Credits adapted from AllMusic.

- Rick Baptist – flugelhorn
- George Bohanon – trombone
- Ronnie Buttacavoli – flugelhorn, trumpet
- Lupe DeLeon – executive producer
- Tony Dumas – bass
- Dorothy Hawkins – vocals
- Red Holloway – tenor saxophone
- Etta James – vocals
- Ralph Penland – drums
- Alan Mason – assistant
- Richard McKernan – assistant
- Sonny Mediana – art direction, photography
- John Nelson – engineer
- Jay Newland – engineer
- Ron Powell – percussion
- Josh Sklair – arranger, guitar
- John Snyder – producer
- Cedar Walton – arranger, piano
- Charlie Watts – engineer

==Charts==
Blue Gardenia reached number one on the Billboard Top Jazz Albums chart and held the position for at least four weeks.
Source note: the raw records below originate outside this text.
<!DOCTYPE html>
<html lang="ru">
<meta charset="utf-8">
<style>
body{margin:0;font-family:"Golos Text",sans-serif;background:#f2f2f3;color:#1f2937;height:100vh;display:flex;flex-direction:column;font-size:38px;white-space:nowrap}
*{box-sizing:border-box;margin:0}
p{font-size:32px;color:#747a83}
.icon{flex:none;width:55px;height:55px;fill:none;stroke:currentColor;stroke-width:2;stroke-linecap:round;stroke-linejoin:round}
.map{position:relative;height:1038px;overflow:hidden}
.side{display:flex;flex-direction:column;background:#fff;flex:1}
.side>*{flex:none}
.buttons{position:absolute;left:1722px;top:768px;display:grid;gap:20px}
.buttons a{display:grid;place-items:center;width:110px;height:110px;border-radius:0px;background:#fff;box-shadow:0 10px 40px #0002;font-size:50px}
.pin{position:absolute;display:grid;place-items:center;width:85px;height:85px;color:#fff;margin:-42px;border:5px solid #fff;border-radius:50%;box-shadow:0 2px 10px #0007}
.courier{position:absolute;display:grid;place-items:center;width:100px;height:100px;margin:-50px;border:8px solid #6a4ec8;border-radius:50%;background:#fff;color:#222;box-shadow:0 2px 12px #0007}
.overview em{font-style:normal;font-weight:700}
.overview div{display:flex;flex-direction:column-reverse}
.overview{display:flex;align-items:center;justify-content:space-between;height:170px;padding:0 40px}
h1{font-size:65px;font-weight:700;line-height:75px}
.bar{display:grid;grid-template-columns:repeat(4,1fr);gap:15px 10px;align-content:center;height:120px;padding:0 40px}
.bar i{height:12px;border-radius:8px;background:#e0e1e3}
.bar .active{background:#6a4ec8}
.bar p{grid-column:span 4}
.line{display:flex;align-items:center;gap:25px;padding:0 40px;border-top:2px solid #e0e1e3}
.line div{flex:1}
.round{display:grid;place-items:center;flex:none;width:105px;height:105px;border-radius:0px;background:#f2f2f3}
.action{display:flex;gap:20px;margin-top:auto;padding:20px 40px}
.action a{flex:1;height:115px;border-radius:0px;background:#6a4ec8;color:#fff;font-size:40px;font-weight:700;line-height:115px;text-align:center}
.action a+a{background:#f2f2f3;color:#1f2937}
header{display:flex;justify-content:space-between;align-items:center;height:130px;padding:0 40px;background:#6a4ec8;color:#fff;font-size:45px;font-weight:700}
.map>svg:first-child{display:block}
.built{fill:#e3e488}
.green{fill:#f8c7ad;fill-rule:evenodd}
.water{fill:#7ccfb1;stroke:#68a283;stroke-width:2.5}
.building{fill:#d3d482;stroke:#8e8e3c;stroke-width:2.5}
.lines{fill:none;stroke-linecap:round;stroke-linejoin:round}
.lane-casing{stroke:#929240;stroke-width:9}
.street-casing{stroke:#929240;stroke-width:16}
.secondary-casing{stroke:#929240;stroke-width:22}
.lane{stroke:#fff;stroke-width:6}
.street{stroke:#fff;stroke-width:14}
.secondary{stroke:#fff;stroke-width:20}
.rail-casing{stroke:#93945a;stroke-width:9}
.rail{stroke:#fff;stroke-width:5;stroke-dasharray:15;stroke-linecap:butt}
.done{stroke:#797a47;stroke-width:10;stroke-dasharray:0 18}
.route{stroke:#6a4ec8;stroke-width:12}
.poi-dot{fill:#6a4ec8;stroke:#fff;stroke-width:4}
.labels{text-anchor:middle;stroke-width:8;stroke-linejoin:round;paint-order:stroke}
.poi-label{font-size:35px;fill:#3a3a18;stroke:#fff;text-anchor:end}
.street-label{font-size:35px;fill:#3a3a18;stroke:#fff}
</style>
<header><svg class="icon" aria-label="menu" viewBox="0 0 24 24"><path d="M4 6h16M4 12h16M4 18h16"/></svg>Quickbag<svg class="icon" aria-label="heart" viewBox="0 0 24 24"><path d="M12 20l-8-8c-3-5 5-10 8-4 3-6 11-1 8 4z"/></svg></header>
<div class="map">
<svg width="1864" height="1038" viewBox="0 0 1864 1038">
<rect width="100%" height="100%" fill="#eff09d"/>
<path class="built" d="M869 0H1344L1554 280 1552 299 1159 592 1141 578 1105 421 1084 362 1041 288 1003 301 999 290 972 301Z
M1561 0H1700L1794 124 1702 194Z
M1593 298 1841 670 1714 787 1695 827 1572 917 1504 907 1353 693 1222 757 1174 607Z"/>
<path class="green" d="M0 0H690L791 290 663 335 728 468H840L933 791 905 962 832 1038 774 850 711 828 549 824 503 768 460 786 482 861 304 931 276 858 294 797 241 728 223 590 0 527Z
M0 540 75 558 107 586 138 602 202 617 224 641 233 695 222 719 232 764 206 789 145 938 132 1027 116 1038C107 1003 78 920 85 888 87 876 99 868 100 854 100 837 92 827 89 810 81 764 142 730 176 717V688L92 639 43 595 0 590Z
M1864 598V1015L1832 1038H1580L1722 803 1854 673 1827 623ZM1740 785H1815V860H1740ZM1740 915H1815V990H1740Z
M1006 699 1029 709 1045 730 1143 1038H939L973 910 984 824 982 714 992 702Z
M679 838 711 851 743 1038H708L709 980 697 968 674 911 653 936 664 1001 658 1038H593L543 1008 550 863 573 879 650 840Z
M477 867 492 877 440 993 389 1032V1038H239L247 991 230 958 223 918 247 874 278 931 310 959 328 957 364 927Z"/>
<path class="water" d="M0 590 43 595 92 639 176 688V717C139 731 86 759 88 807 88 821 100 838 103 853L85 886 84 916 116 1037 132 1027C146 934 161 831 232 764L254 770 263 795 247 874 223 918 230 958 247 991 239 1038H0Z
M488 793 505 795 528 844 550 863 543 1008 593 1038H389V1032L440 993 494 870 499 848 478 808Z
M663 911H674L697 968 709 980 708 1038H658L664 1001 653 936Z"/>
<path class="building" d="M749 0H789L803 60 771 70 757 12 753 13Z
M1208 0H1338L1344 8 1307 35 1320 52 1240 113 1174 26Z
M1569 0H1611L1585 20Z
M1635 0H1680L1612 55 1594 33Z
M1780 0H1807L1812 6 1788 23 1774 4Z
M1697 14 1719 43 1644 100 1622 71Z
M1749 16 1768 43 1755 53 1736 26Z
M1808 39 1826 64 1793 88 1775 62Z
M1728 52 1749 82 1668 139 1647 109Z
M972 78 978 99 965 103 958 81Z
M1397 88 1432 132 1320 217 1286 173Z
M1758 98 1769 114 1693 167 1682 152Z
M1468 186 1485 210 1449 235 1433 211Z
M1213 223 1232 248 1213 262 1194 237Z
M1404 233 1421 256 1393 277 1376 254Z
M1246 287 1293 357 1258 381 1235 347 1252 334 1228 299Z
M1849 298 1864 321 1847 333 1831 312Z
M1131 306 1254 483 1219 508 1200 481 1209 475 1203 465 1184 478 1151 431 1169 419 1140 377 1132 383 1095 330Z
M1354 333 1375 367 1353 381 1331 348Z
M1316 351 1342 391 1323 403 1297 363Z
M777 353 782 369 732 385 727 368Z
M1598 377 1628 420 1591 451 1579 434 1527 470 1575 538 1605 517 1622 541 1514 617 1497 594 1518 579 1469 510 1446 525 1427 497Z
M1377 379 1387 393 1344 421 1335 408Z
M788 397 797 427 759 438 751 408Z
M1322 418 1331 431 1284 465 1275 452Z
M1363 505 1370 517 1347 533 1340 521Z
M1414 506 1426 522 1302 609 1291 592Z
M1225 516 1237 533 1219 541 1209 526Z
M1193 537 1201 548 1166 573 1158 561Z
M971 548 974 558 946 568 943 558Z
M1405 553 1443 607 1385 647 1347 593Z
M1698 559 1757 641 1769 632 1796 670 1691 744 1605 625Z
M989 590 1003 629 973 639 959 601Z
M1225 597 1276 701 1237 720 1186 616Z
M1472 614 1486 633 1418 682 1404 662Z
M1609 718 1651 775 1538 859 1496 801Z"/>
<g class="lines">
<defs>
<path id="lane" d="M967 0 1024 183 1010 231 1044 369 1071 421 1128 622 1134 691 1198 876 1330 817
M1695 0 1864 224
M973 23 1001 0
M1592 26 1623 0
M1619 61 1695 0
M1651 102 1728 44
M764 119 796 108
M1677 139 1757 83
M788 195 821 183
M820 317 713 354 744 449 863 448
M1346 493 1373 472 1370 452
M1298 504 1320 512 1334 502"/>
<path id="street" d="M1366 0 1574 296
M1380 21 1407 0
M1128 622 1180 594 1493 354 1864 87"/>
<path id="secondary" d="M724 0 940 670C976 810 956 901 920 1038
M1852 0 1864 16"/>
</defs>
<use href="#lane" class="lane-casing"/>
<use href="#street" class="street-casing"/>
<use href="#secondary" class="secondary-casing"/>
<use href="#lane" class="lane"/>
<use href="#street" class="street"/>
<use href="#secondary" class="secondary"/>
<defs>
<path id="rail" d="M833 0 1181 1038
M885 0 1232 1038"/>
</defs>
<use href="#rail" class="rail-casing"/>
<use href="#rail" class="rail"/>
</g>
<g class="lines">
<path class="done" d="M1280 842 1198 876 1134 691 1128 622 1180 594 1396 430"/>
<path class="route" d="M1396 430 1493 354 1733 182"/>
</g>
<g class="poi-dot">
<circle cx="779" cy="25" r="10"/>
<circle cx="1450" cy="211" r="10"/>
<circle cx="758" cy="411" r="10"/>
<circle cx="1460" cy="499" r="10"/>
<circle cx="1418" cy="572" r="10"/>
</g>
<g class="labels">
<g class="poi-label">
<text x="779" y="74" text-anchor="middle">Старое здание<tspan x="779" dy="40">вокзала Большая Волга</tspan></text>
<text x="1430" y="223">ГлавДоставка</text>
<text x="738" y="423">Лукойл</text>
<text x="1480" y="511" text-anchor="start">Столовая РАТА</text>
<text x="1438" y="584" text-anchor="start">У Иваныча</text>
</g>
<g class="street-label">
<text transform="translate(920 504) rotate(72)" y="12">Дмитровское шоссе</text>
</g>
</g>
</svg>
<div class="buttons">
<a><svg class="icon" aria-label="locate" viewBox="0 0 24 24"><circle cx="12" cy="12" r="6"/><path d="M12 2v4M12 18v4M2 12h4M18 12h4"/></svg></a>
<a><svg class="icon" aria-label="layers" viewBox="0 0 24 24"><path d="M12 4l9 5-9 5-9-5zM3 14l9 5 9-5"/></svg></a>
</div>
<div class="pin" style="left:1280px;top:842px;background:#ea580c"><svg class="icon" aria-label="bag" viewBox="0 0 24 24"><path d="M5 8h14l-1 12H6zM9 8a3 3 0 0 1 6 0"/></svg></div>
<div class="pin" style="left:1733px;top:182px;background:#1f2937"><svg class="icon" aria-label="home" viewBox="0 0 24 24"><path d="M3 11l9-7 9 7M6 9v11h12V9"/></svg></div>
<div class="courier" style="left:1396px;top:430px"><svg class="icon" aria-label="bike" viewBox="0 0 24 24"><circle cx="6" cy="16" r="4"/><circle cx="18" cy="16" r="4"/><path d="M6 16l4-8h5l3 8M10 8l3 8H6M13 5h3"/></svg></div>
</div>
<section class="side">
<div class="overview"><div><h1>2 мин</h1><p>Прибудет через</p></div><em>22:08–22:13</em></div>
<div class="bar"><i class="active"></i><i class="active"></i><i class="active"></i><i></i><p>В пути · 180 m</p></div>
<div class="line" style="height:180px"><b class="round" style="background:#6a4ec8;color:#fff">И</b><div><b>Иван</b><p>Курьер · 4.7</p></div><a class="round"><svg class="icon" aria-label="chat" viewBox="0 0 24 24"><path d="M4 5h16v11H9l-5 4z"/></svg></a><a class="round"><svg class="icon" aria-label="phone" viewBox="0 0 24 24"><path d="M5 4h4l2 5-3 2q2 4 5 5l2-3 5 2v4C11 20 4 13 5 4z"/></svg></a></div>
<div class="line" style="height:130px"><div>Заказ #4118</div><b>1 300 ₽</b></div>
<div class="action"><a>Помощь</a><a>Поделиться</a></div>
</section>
This was James' first number one position on any Billboard album chart; previously, Mystery Lady: Songs of Billie Holiday (1994) and Matriarch of the Blues (2000) had reached number two on the Top Jazz Albums and Top Blues Albums charts, respectively. The June 8, 2002, issue of Billboard, which featured year-to-date rankings as part of the publication's "Jazz Spotlight", included Blue Gardenia at number six on the Top Jazz Albums chart.